Per certi versi ricorda i suoi mobili famosi, come la libreria realizzata per l’editore Lattes (ora alla Gam di Torino), che regge fino a dieci quintali di libri, anche se lo spessore massimo degli elementi non supera i due centimetri e mezzo. Così per il Regio, ispirato alla forza e alla purezza dell’uovo (che Mollino amava esibire a mo’ d’esempio quando doveva illustrare il progetto, fieramente avversato da una parte della città). Era l’uovo di Colombo: una struttura basata sullo stesso principio per cui il guscio, benché sottilissimo, non si rompe.

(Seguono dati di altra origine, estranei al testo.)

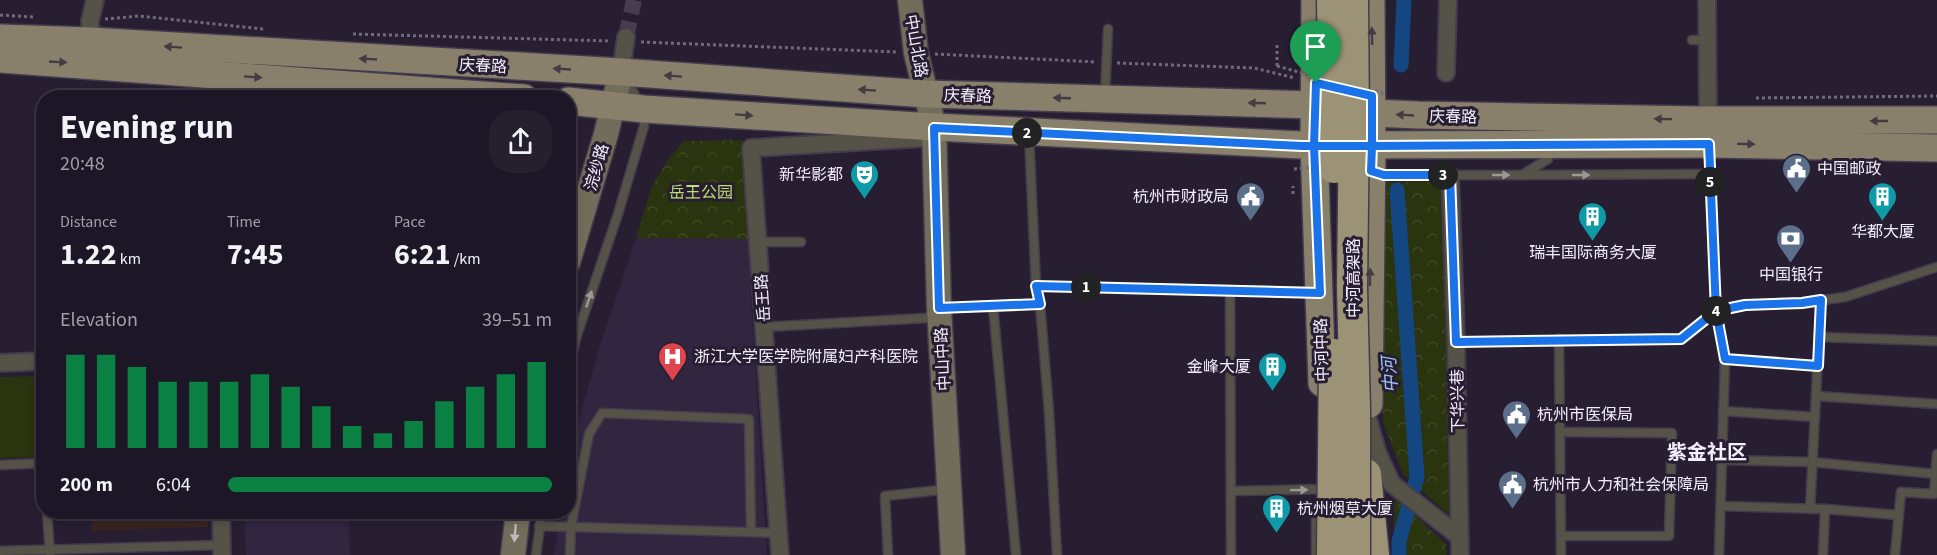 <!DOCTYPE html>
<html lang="en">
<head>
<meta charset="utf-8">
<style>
  :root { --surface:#1d1626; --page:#251f2e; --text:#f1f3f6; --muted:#a09fa7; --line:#3b3543; --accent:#0b8043 }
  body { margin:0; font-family:"Source Sans 3","Noto Sans SC",sans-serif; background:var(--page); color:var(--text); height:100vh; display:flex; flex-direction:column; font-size:22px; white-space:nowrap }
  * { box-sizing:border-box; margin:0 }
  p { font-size:20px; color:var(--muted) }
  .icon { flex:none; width:33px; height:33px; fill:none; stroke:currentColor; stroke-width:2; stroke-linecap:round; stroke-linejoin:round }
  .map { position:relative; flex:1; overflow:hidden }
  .sheet { position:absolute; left:36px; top:90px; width:540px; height:429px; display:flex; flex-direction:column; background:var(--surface); border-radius:24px; box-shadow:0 3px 9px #0003,0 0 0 2px var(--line) }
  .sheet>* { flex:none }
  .pin { position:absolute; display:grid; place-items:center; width:51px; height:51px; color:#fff; margin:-62px -26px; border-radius:50% 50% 50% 0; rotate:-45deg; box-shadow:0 0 6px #0007 }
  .pin .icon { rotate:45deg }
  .km { position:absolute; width:30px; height:30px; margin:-15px; border-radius:50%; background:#222; color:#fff; font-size:16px; line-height:30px; text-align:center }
  .round { display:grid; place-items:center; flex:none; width:63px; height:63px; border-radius:24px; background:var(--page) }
  .headline { display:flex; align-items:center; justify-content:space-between; height:102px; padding:0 24px }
  h1 { font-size:33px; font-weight:700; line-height:45px }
  .stats { display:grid; grid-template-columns:repeat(3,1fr); gap:9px; height:102px; padding:6px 24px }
  .stats div { display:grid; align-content:center }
  .stats b { font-size:30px; font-weight:700 }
  .stats small { font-size:16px; font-weight:400 }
  .stats p { font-size:16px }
  .chart { height:168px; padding:12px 24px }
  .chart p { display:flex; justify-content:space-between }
  .chart svg { width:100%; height:108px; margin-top:6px; stroke:var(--accent); stroke-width:6 }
  ul { padding:0 24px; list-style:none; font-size:20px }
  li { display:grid; grid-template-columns:96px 72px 1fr; align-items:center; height:45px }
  li i { height:15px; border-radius:8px; background:var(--accent) }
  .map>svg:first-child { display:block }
</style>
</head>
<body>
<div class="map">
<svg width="1937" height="555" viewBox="0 0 1937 555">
  <defs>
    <pattern id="park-crowns" width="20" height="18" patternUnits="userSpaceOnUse" patternTransform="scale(1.5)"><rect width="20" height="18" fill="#2a340e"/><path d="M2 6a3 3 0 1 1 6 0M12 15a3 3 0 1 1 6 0" fill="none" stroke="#3f4826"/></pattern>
  </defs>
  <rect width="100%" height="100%" fill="#271e32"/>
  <g fill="#312540">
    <path d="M 636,238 L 750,239 L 751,299 L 767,555 L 554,555 L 561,512 L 568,512 L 569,471 L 577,425 L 603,336 Z"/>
    <path d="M 244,512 L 348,512 L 350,555 L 246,555 Z"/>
  </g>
  <path fill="#372421" d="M 91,512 L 208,512 L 208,527 L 92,531 Z"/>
  <path fill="#2a340e" d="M 43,376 L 43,457 L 0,458 L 0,377 Z"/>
  <g fill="url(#park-crowns)">
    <path d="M 743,140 L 750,239 L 636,238 L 652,186 L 667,161 L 684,141 Z"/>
    <path d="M 1379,182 L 1443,182 L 1449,515 L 1403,474 L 1383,422 Z"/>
    <path d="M 1393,495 L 1446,544 L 1446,555 L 1395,555 Z"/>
  </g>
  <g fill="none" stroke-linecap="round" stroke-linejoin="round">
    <g stroke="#144782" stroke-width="15">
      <path d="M 1401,65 L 1404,0"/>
      <path d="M 1397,190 L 1417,477 L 1399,541 L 1399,555"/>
    </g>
    <path stroke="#463d50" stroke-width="16" stroke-dasharray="16 8" stroke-linecap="butt" d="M 626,37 L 634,0"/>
    <defs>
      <g id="lane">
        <path d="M 1692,40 L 1707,40"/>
        <path d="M 1105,95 L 1108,29"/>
        <path d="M 1029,135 L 1036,286 L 1316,292"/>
        <path d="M 1450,175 L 1522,175 L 1548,159"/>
        <path d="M 1522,175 L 1710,174"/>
        <path d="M 758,242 L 801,242"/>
        <path d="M 1036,286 L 1040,304 L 1049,412 L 1057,555"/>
        <path d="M 1230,290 L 1231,555"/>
        <path d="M 993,306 L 1016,555"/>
        <path d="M 764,327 L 927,318 L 939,308 L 1040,304"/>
        <path d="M 1819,337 L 1937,341"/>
        <path d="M 1559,339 L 1561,555"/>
        <path d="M 1456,342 L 1681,339 L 1716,311 L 1709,147"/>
        <path d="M 1725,359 L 1818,366"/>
        <path d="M 568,376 L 576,338 L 618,214 L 644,126 L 644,109 L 624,78"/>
        <path d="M 1816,396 L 1937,404"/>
        <path d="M 1723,411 L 1815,417"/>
        <path d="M 1560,432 L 1672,433 L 1669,536 L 1561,536"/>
        <path d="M 1722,460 L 1812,462 L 1936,474"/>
        <path d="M 0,465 L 44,463"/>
        <path d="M 1231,491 L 1326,489 L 1316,512 L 1316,555"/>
        <path d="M 1721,506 L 1825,509 L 1898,515"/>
        <path d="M 1810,509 L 1821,300"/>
        <path d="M 47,512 L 50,553"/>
        <path d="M 539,526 L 778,533"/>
        <path d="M 0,551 L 222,545"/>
        <path d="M 536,555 L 542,512"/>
        <path d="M 570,555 L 571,527 L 589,434 L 602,413 L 749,419 L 751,532"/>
        <path d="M 888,555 L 885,496 L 949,489"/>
        <path d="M 1719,555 L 1725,359 L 1716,311 L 1745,305 L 1802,303 L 1845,297 L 1937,267"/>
        <path d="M 1823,555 L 1825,509"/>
        <path d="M 1895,555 L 1901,492 L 1934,494 L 1937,454"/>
      </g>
      <g id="street">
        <path d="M 1707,0 L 1708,120"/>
        <path d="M 91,41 L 90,21 L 95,0"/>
        <path d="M 621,72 L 626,37"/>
        <path d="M 207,73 L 208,98"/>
        <path d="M 1446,73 L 1448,0"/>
        <path d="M 1450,175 L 1456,342 L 1460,555"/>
        <path d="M 0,363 L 44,361"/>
        <path d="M 1368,419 L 1378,454 L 1392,484 L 1460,537"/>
        <path d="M 221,512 L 222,555"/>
        <path d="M 780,555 L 751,148 L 924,138 L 928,134"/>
      </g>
      <g id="secondary">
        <path d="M 910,0 L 916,53 L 934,127 L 939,308 L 953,555"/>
        <path d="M 568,262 L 606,134 L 621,72"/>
        <path d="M 513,555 L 518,512"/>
      </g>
      <g id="primary">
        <path d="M 1315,0 L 1314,145 L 1322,383"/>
        <path d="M 0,38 L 91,41 L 621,72 L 926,94 L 1316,105 L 1372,113 L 1418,115 L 1699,120 L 1937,120"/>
        <path d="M 0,59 L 524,98"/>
        <path d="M 568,101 L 644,109 L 934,127 L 1302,145 L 1709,144 L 1937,148"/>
        <path d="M 1369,404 L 1372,146 L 1371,0"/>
      </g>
      <path id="highway" d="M 1366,474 L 1374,555"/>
    </defs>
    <use href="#lane" stroke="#443b4e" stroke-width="11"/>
    <use href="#street" stroke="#443b4e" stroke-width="20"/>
    <use href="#secondary" stroke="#443b4e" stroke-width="27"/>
    <use href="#primary" stroke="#443b4e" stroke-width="30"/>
    <use href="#highway" stroke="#443b4e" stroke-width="33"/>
    <g stroke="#716a7c" stroke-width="3" stroke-dasharray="3 3" stroke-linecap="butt">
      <path d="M 0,15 L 33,17"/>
      <path d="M 105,19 L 139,16 L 263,29"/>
      <path d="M 353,34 L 610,41"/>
      <path d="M 641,42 L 898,52"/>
      <path d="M 935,54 L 1096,62"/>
      <path d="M 1117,63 L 1254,68 L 1295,78"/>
      <path d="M 1277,66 L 1277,42"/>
      <path d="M 1756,98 L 1937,96"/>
      <path d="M 1392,175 L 1436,175"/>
      <path d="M 1293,194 L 1293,186"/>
    </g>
    <use href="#lane" stroke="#555247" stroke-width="8"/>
    <use href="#street" stroke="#555247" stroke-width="16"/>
    <use href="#secondary" stroke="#726c5a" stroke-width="24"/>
    <use href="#primary" stroke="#88806a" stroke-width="27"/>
    <use href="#highway" stroke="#9c9377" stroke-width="30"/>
    <defs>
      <g id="highway-bridge">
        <path d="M 1332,0 L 1334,168"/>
        <path d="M 1353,0 L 1354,123 L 1352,287 L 1355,409 L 1355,555"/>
        <path d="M 1332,555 L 1334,354"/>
      </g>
    </defs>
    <use href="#highway-bridge" stroke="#443b4e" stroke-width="33" stroke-linecap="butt"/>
    <g stroke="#716a7c" stroke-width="3" stroke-dasharray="3 3" stroke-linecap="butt">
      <path d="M 1277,66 L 1310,75"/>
      <path d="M 1375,91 L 1386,94"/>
      <path d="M 1294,169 L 1314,167"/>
    </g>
    <use href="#highway-bridge" stroke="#9c9377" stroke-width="30"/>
  </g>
  <defs><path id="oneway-solid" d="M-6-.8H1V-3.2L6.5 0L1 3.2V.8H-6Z" transform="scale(1.5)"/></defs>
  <g fill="#443b43">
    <use href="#oneway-solid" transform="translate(1372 36) rotate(-91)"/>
    <use href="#oneway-solid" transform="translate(173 47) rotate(-176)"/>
    <use href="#oneway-solid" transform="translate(368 59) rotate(-177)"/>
    <use href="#oneway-solid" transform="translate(58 62) rotate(3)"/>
    <use href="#oneway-solid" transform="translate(562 69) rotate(-177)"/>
    <use href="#oneway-solid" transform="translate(673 76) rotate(-176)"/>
    <use href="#oneway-solid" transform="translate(253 77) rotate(4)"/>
    <use href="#oneway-solid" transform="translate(867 90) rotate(-176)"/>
    <use href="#oneway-solid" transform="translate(1062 98) rotate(-178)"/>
    <use href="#oneway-solid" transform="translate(1257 103) rotate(-178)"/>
    <use href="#oneway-solid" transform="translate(744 115) rotate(4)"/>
    <use href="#oneway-solid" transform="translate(1405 115) rotate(-177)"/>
    <use href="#oneway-solid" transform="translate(1663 119) rotate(-179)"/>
    <use href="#oneway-solid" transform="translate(1879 121) rotate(180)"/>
    <use href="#oneway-solid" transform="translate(1746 144) rotate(1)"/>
    <use href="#oneway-solid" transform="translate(1370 277) rotate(-89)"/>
  </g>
  <g fill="#9c9898">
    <use href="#oneway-solid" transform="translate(1501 175)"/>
    <use href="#oneway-solid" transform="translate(1581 175)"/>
    <use href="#oneway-solid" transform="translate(589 299) rotate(-71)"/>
    <use href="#oneway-solid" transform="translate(1299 490) rotate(-1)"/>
  </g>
  <use fill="#bfbabb" href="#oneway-solid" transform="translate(515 533) rotate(95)"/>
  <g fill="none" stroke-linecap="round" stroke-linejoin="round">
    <defs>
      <path id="route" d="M 1316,83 L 1314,146 L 1320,293 L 1036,286 L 1040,304 L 939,308 L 934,128 L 1302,146 L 1372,146 L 1371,171 L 1384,175 L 1450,175 L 1456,342 L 1681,339 L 1716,311 L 1725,359 L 1818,366 L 1821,300 L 1802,303 L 1745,305 L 1716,311 L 1709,144 L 1372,146 L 1372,96 L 1316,83"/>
    </defs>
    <use href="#route" stroke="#fff" stroke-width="12"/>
    <use href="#route" stroke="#1a73e8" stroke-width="8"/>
  </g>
  <defs>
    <symbol id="civic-pin" viewBox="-11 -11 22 30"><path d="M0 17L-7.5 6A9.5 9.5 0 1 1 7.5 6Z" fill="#5c6f8a" stroke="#271e32"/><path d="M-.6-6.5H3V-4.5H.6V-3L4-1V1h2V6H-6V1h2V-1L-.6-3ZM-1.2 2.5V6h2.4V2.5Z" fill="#fff"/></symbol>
    <symbol id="theatre-pin" viewBox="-11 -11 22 30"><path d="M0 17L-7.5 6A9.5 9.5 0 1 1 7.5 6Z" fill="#0f9aa8" stroke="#271e32"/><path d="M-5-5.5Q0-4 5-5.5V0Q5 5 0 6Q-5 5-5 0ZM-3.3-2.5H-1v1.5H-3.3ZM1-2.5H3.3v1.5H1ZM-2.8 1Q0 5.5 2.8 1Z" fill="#fff"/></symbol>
    <symbol id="building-pin" viewBox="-11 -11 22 30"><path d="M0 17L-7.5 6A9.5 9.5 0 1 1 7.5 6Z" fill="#0f9aa8" stroke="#271e32"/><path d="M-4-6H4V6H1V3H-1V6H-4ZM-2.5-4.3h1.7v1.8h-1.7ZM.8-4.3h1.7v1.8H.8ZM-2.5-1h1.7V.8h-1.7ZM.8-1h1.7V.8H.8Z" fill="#fff"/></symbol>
    <symbol id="bank-pin" viewBox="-11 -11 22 30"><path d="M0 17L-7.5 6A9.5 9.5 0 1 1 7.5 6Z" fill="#5c6f8a" stroke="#271e32"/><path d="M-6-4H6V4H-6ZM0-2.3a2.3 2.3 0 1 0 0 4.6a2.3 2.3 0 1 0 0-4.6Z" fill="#fff"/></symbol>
    <symbol id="hospital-pin" viewBox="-11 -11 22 30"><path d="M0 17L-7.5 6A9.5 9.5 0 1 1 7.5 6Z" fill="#e0444e" stroke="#271e32"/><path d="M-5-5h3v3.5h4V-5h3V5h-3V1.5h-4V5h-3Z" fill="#fff"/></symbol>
  </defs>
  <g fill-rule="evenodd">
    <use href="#civic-pin" x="1780" y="152" width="33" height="45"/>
    <use href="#theatre-pin" x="848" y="158" width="33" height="45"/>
    <use href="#civic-pin" x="1234" y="180" width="33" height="45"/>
    <use href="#building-pin" x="1866" y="180" width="33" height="45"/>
    <use href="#building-pin" x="1576" y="200" width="33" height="45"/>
    <use href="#bank-pin" x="1774" y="222" width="33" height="45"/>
    <use href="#hospital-pin" x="656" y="340" width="33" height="45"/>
    <use href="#building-pin" x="1256" y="350" width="33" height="45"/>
    <use href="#civic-pin" x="1500" y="398" width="33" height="45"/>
    <use href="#civic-pin" x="1496" y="468" width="33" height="45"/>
    <use href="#building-pin" x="1260" y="492" width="33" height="45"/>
  </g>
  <g text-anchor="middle" stroke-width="6" stroke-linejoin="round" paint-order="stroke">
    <g font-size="16" fill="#f3eefc" stroke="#271e32">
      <text transform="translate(917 46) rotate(80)" y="6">中山北路</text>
      <text transform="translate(483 65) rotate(3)" y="6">庆春路</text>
      <text transform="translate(968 95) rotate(2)" y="6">庆春路</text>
      <text transform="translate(1453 116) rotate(1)" y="6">庆春路</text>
      <text transform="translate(596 167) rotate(-74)" y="6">浣纱路</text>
      <text transform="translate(1353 278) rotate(-90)" y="6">中河高架路</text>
      <text transform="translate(762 298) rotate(-94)" y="6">岳王路</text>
      <text transform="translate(1321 350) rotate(-92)" y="6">中河中路</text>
      <text transform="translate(942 359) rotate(-93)" y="6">中山中路</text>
      <text transform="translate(1457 401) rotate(-91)" y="6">下华兴巷</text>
    </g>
    <g font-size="16" fill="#f3eefc" stroke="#271e32" text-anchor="start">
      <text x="1817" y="174">中国邮政</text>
      <text x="843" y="180" text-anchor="end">新华影都</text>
      <text x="1229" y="202" text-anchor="end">杭州市财政局</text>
      <text x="1883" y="237" text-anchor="middle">华都大厦</text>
      <text x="1593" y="258" text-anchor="middle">瑞丰国际商务大厦</text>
      <text x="1791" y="280" text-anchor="middle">中国银行</text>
      <text x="694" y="362">浙江大学医学院附属妇产科医院</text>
      <text x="1251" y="372" text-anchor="end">金峰大厦</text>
      <text x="1537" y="420">杭州市医保局</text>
      <text x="1533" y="490">杭州市人力和社会保障局</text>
      <text x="1297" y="514">杭州烟草大厦</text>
    </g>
    <g font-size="16" fill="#bfde70" stroke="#271e32">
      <text x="701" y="198">岳王公园</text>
    </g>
    <g font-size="18" font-style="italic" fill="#9bc4f7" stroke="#271e32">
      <text transform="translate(1390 375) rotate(-94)" y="6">中河</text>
    </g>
    <g font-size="20" font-weight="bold" fill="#f3eefc" stroke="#271e32">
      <text x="1707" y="459">紫金社区</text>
    </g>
  </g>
</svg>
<div class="pin" style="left:1316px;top:83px;background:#1e9e55"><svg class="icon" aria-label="arrive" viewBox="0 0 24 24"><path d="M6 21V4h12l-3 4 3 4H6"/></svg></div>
<b class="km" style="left:1086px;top:287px">1</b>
<b class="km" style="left:1027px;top:133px">2</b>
<b class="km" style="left:1443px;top:175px">3</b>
<b class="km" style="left:1716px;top:311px">4</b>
<b class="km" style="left:1710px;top:182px">5</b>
<section class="sheet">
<div class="headline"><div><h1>Evening run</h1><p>20:48</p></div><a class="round"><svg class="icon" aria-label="share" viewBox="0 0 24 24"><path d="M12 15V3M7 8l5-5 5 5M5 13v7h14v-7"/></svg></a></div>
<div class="stats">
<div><p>Distance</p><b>1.22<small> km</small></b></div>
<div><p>Time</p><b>7:45</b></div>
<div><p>Pace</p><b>6:21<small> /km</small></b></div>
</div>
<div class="chart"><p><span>Elevation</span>39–51 m</p>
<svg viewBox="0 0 160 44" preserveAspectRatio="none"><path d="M5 44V6M15 44V6M25 44V11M35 44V17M45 44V17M55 44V17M65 44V14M75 44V19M85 44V27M95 44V35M105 44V38M115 44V33M125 44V25M135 44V19M145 44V14M155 44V9"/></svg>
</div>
<ul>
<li><b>200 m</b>6:04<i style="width:100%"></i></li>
</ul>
</section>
</div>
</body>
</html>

Non era un’idea estemporanea, un brillante colpo di genio. «Visitò e fece visitare tutti i più importanti teatri di recente realizzazione, negli Stati Uniti e in Europa; mentre progettava il Regio organizzava viaggi praticamente dovunque», racconta Olmo, che nel 2007 ha curato una decisiva mostra all’Archivio di Stato torinese. «La scelta di un teatro con una sola fila di palchi stava prendendo piede nel Nord Europa. Lui, come accade ai geni, perfezionò in modo insuperabile i modelli che si stavano sperimentando». Fece anche una scelta che apparve antieconomica, perché tradizionalmente i palchi erano una fonte di guadagni, posto che venivano affittati o venduti. Una scelta, «democratica», senza tuttavia privarsi nel foyer dell’antico gusto beffardo e aristocratico: creando ad esempio qualche prospettiva maliziosa per cui se una signora passeggia in un certo posto in abito da sera, può accaderle di rivelare a grande distanza quel che in teoria ha deciso di nascondere. Forse è una leggenda, forse è vero, chissà. Anche l’aneddotica ha un suo peso. E il Mollino delle polaroid è sempre in agguato.